Arn thought it would be a good idea to start our journey with a hike down a narrow trail in the Gouna forests where he lived. After about a half of a mile, we come to a clearing with a small stream, where the trail takes a sharp incline on the other side, littered with large rocks. After crossing the brook, Arn instructs me to pick a spot and take a seat. When I do, he sits behind me and instructs me to close my eyes, take a few deep breaths, and then be still, focusing on the sounds of the forest.
However, it isn't very long after I do that I begin to hear that familiar voice in my head, telling me things to make me uncomfortable, wanting me to say very unpleasant things to Arn, things that, regardless of whether they were true, would insult him, shock him, and shame me, leaving me very embarrassed.
When I told him about the voice, he asked me to allow it to give it free reign, to say all the things it wanted to say. Now, I knew this moment would come. I somehow knew, from the previous day, the day that I arrived, that I would need to let this all out. And I did not look forward to it. I would have to give voice to those nasty things in my head, things that I never, ever spoke aloud, to anyone. Ever. But I knew I had to now.
As I allowed this voice's will to take over me, I felt it slowly taking over my mind, bubbling to the surface, just like the feeling I get when I'm about to throw up. There comes a point where there's no stopping it, where the vile just has to be expunged, and once I felt I had reached that point, I took a deep breath, opened my eyes, and glared at Arn.
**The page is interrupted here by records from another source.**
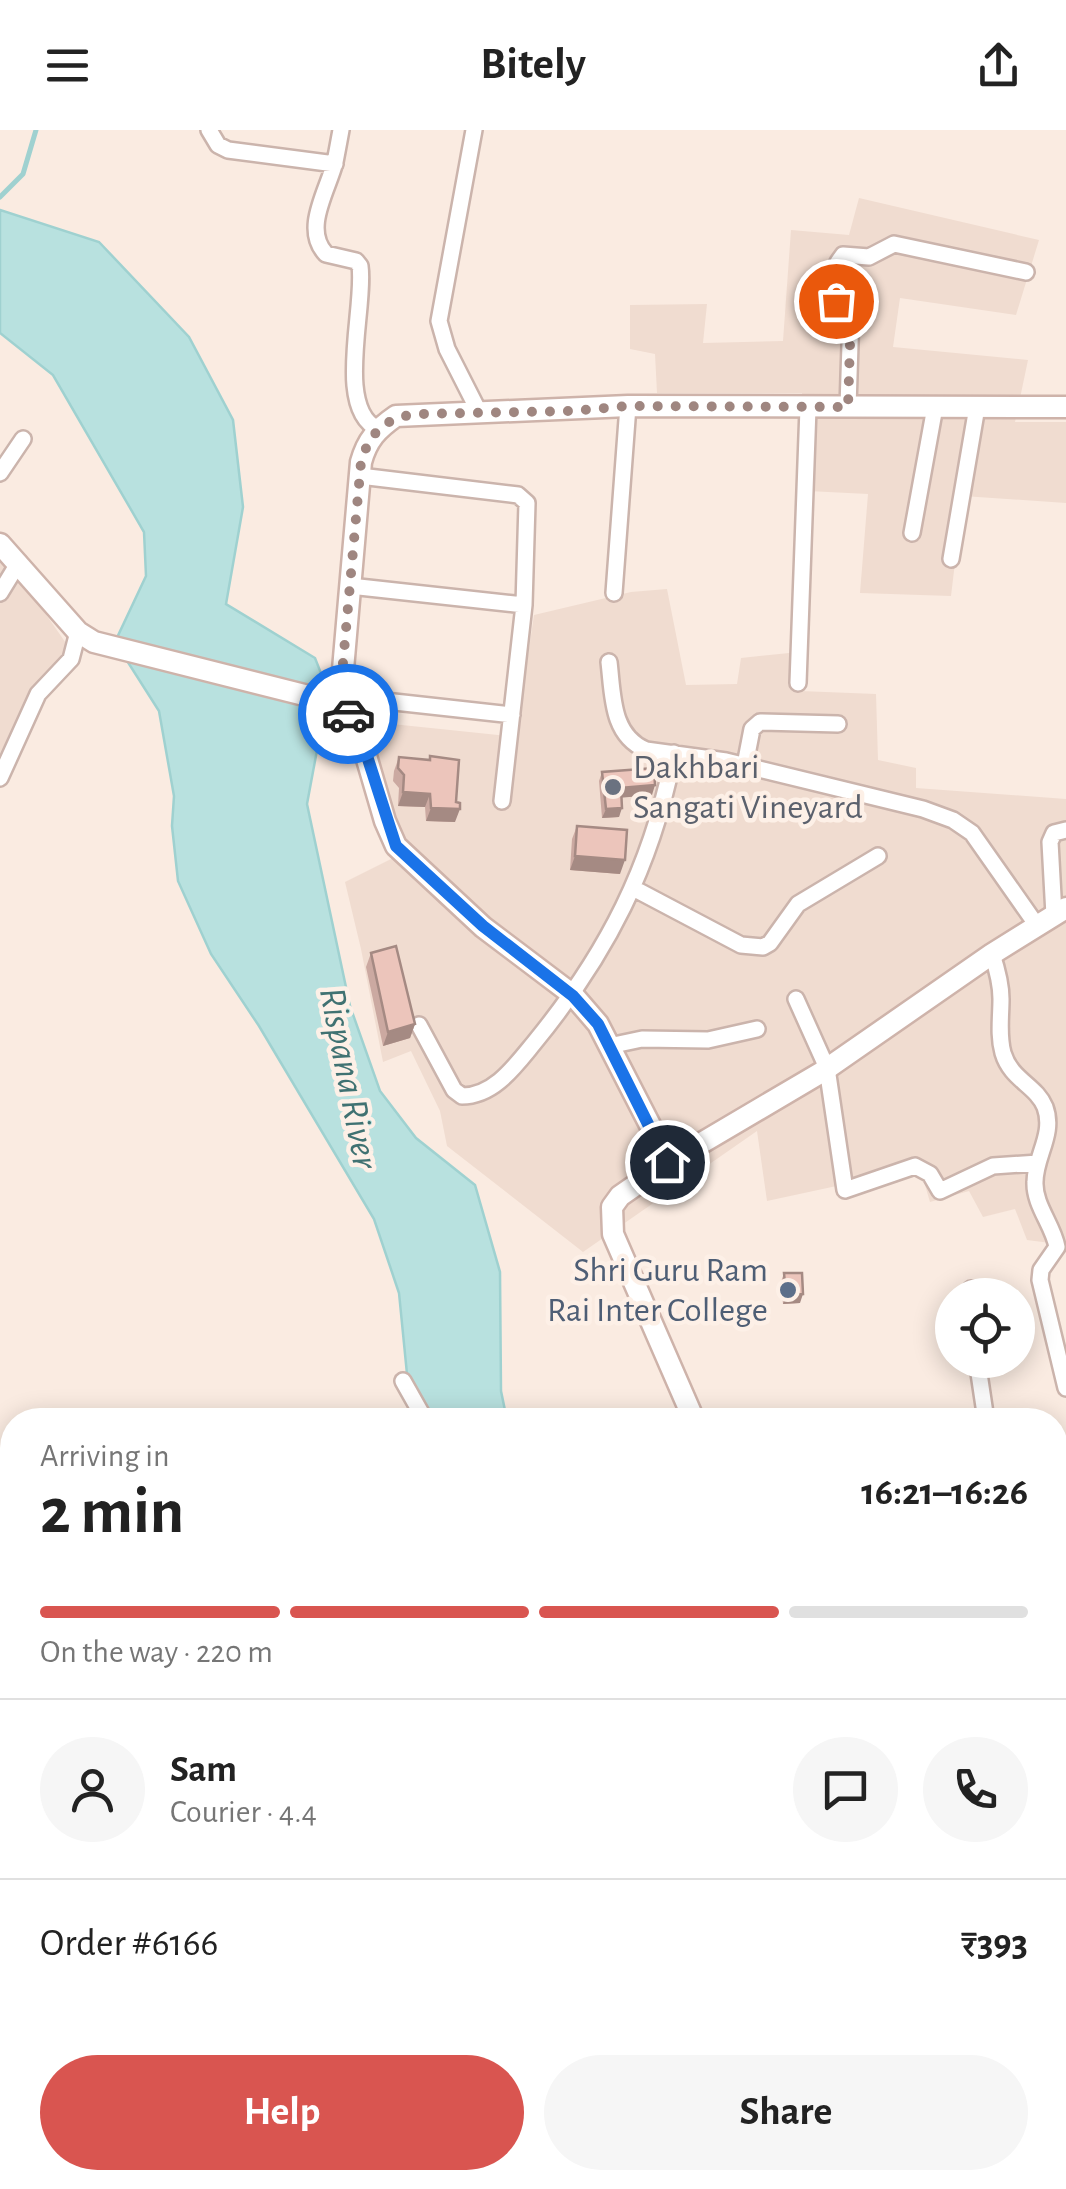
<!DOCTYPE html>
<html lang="en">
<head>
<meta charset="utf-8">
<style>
	body { margin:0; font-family:"Alegreya Sans",sans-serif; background:#f6f6f6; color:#222; height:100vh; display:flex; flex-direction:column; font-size:38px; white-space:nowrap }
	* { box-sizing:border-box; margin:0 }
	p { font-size:32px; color:#767676 }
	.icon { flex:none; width:55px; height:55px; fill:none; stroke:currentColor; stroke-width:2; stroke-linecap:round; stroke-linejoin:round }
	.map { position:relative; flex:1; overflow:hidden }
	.side { position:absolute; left:0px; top:1278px; width:1068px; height:782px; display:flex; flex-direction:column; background:#fff; border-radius:40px 40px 0 0; box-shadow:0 5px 25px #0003 }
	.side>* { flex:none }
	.fabs { position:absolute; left:935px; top:1148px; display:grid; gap:20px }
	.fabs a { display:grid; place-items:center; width:100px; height:100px; border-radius:50%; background:#fff; box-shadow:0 5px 25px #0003; font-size:50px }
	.pin { position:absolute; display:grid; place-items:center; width:85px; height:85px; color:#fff; margin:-42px; border:5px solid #fff; border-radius:50%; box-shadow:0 2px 10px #0007 }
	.courier { position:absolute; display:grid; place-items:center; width:100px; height:100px; margin:-50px; border:8px solid #1a73e8; border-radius:50%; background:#fff; color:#222; box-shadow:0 2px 12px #0007 }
	.headline em { font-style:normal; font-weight:600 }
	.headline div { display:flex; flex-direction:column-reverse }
	.headline { display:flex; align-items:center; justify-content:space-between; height:170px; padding:0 40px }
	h1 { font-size:65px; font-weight:600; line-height:75px }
	.bar { display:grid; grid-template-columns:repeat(4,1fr); gap:15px 10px; align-content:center; height:120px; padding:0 40px }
	.bar i { height:12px; border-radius:8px; background:#e0e0e0 }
	.bar .selected { background:#d95550 }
	.bar p { grid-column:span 4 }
	.line { display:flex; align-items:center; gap:25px; padding:0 40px; border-top:2px solid #e0e0e0 }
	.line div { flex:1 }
	.round { display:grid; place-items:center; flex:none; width:105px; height:105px; border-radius:52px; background:#f6f6f6 }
	.cta { display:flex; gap:20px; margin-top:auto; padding:20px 40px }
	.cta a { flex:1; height:115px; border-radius:60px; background:#d95550; color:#fff; font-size:40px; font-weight:600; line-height:115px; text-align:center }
	.cta a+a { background:#f6f6f6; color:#222 }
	header { display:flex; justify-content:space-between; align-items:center; height:130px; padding:0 40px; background:#fff; font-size:45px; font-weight:600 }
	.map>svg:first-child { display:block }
	.residential { fill:#f0dcd0 }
	.green { fill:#d7e5c2 }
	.water { fill:#b8e1df; stroke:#9fd1d0; stroke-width:2.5 }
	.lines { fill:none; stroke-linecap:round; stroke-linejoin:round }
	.stream { stroke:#9fd1d0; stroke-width:5 }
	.street-casing { stroke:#cbb4ac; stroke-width:20 }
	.secondary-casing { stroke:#ceb3aa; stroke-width:25 }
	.street { stroke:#fff; stroke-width:15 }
	.secondary { stroke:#fff; stroke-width:20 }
	.wall { fill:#cba9a1 }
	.shaded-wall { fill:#a58a83 }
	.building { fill:#ecc5bb; stroke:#a58a83; stroke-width:2.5 }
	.done { stroke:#9f8680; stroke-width:10; stroke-dasharray:0 18 }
	.route { stroke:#1a73e8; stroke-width:12 }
	.worship-dot { fill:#6b7280; stroke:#fdf0e7; stroke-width:4 }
	.service-dot { fill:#5c6f8a; stroke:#fdf0e7; stroke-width:4 }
	.labels { text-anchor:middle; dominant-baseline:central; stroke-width:9; stroke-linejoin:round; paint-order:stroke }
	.worship-label { font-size:35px; fill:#5b616d; stroke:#fdf0e7; text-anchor:start }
	.service-label { font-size:35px; fill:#4e5e75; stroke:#fdf0e7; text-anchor:end }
	.water-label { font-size:38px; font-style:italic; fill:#407272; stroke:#fdf0e7 }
</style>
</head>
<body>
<header><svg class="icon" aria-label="menu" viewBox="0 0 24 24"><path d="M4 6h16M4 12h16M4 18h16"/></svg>Bitely<svg class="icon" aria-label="share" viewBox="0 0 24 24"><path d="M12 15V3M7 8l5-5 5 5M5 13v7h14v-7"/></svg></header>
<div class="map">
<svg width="1066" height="2059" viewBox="0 0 1066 2059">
	<rect width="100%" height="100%" fill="#faebe1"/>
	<path class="residential" d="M859,68l180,42 -23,75 -116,-17 -7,49 135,13 -13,62h51v81l-103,-7 -12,100 -91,-3 8,-99 -60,-3 -6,-98h-145l-2,-39 -25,-5v-44l77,-1 -4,39 80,-2 8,-111 58,5z
		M0,430l45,53 32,46 -61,65 -16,30z
		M667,459l19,96 51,-1 4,-26 58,-6 1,39 76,3 2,66 38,8v20l150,11v446l-39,-5 -12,-31 -32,8 -14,-26 -39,11 -10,-34 -153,33 -10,-70 -174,121 -136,-106 -7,-35 -29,-60 -28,11 -22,-113 -16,-67 58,-29 -23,-85 -7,-46 143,15 18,-122 97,-23z
		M1055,1933l11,5v121h-228l-15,-7v-4h232z
		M440,2048h247l-2,11h-104z"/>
	<path class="green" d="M12,2004v44h428l141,11h-581v-50z"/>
	<path class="water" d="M0,80l99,32 90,95 44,83 10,87 -17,97 89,54 13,33 -21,113 43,202 30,85 36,47 59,47 25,87 1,119 6,29h-79l-20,-36 -9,-91 -25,-74 -115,-193 -48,-72 -33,-73 -6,-55 2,-30 -15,-85 -44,-69 31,-66 -2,-44 -91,-157 -53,-42z
		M1055,1823l11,8v102l-11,-5z"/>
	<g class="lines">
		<path class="stream" d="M0,67l23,-23 13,-44"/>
		<g class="street-casing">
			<path id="street" d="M209,0l9,15 10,5 107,14
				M341,0c-2,11 -4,22 -6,32 -7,28 -33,67 -9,92l30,7 4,5c6,40 -26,143 18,163
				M474,0l-35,191 8,28 32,63
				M848,277l3,-94 -15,-12 -1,-5 3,-34 5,-7 26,2 25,-13 132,28
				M0,343l23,-34
				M360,346l158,19 9,8 -3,102 -22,196
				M912,403l23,-126
				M951,429l26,-152
				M350,456l174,19
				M0,463l19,-31
				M614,463l14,-187
				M609,532c4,33 2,73 37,88l80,11 197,48 30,11 19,13 66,94
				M798,553l10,-275
				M340,566l172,19
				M745,635l7,-36 8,-7 78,2
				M0,648l38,-84 33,-35 7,-27
				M633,758l108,57 22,2 7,-4 28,-39 80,-48
				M1054,785l-4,-73 4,-9 12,-3
				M992,824c5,15 9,29 9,45 0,18 -3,36 2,54 8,27 33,32 42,54 10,27 -10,49 -10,75 -1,23 18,43 22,65l-16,23 -1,10 26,108
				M796,869l31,69 18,122 70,-24 15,8 10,17 53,-25 45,-3
				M419,895l35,65 8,6c32,0 53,-30 72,-53 73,-89 118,-177 140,-290
				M609,916l33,-7 66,1 49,-11
				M971,1159v6
				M977,1230l9,60
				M403,1251l22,39
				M1055,1441l11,-4
				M1055,1600l11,17
				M1055,1707l11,-8
				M0,1847l12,2
				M1055,1962l11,6
				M1055,2026l11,5
				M995,2059l2,-11"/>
		</g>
		<g class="secondary-casing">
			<path id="secondary" d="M0,414l78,88 16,10 246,62 17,21 28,96 11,25 87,81 90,68 25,29 70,136 -2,4
				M340,574l21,-242c6,-22 16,-33 35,-46l232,-10 438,1
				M694,1290l-81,-186 -1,-27 8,-11 46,-32 156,-92 170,-118 74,-46
				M1055,1785l11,15"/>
		</g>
		<use href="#street" class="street"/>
		<use href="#secondary" class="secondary"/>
	</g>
	<path class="wall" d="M430,626l25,66 -29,-1 -1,-14 -27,-1 1,-18 -6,-7 1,-10 5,-14 30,3z
		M602,642l50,23 -30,2 -3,20 -17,1 -3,-37z
		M577,696l43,48 -50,-4 2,-31z
		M371,823l44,71 -5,14 -27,8 -17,-79z
		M784,1143l16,30 -17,1 -2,-22z"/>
	<path class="shaded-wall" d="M655,655l-3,10 -34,3 3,-10z
		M403,662l27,2 -5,13 -27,-1z
		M431,678l29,1 -5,13 -29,-1z
		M622,678l-3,9 -17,1 4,-9z
		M575,726l50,4 -5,14 -50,-4z
		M415,894l-5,14 -27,8 5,-14z
		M803,1164l-3,9 -17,1 3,-9z"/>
	<path class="building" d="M430,626l29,4 -3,42 4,1v6l-29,-1 -1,-14 -27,-2 1,-17 -6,-7 1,-11 31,3z
		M654,638l1,17 -34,3 1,20 -16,1 -4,-37z
		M577,696l50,4 -2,30 -50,-4z
		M396,816l19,78 -27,8 -17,-79z
		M784,1143h18l1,21 -17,1z"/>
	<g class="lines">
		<path class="done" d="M348,584l-8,-10v-8l21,-234c9,-31 26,-45 57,-48l154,-3 56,-5 220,1 3,-94 -15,-12"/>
		<path class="route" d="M348,584l9,11 39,121 87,80 90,70 25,28 69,138"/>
	</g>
	<circle class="worship-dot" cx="613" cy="657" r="10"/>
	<circle class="service-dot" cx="788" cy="1160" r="10"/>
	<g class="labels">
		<g class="worship-label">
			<text x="633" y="637">Dakhbari<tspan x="633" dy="40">Sangati Vineyard</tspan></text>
		</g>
		<g class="service-label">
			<text x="768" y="1140">Shri Guru Ram<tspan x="768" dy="40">Rai Inter College</tspan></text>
		</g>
		<g class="water-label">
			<text transform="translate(348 948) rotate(79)">Rispana River</text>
		</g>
	</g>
</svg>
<div class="fabs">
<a><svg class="icon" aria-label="locate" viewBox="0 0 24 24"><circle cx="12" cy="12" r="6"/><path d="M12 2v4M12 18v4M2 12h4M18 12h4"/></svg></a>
</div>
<div class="pin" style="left:836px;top:171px;background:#ea580c"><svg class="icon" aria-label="bag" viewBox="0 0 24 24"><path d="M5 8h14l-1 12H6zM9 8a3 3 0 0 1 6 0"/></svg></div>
<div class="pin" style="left:667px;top:1032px;background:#1f2937"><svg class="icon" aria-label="home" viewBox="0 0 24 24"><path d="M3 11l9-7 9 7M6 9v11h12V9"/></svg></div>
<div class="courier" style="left:348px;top:584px"><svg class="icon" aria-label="car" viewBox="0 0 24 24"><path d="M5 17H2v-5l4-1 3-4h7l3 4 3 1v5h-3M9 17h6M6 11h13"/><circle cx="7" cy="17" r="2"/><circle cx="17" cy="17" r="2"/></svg></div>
<section class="side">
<div class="headline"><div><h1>2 min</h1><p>Arriving in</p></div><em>16:21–16:26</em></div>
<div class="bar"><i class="selected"></i><i class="selected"></i><i class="selected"></i><i></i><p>On the way · 220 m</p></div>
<div class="line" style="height:180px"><a class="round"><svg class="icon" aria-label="person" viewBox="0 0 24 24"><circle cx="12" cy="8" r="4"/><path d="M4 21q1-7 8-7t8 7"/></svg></a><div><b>Sam</b><p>Courier · 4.4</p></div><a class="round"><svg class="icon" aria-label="chat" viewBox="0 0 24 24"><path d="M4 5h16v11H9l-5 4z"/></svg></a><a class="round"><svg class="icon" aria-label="phone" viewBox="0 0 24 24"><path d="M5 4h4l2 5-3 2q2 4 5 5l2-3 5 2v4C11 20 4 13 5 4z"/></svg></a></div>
<div class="line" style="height:130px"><div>Order #6166</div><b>₹393</b></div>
<div class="cta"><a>Help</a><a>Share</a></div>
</section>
</div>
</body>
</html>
I won't repeat what spewed out of my mouth, but I inwardly cringed as I uttered each sentence, all of my worst fears about myself shallowly hidden in them. This left me, when I was through, in the most vulnerable state I had ever allowed myself to be in. He could decimate me back if he wanted.
Instead, he simply summarized what I had said, as if taking notes in a corporate meeting or a college class. If I had shocked or insulted him, he knew how to handle it. I told him how frightened I was of letting this all out, but his non-reaction to my barrage made me realize just how good I felt inside, exactly the same way my body would feel after throwing up. I felt lighter, and now that I had let the cat out of the bag, so to speak, I had the ability to notice that there was a...thing...a part of me...creating these thoughts. It had been desperately wanting my attention, and because I had pushed it away for so long, rejecting it out of disgust for what it said and the cruel things it wanted me to do, its anger and hatred towards me only increased.
Arn equated it to an ignored child. At first, the child will beg and plead for his parents attention, but the more the child is ignored, the more destructive ways he will act to get what he wants.
This part of me, Arn dubbed my Shadow. This is the part of my ego that's been hurt beyond measure, whose only response is to act in kind, to respond with hate and a desire for destruction. In my mind, I saw my Shadow's cruelty, its hate and want of destruction, represented by a small, red seed, about half the size of a pea. The power that exists inside this seed is so powerful that it projects hate all around it, creating a world of fear and pain to reflect its own suffering. Such a small thing that contains so much power, so much evil. The devil inside me.
Arn and I then made it our mission to understand my Shadow's story, and to heal the seed of hate inside of it.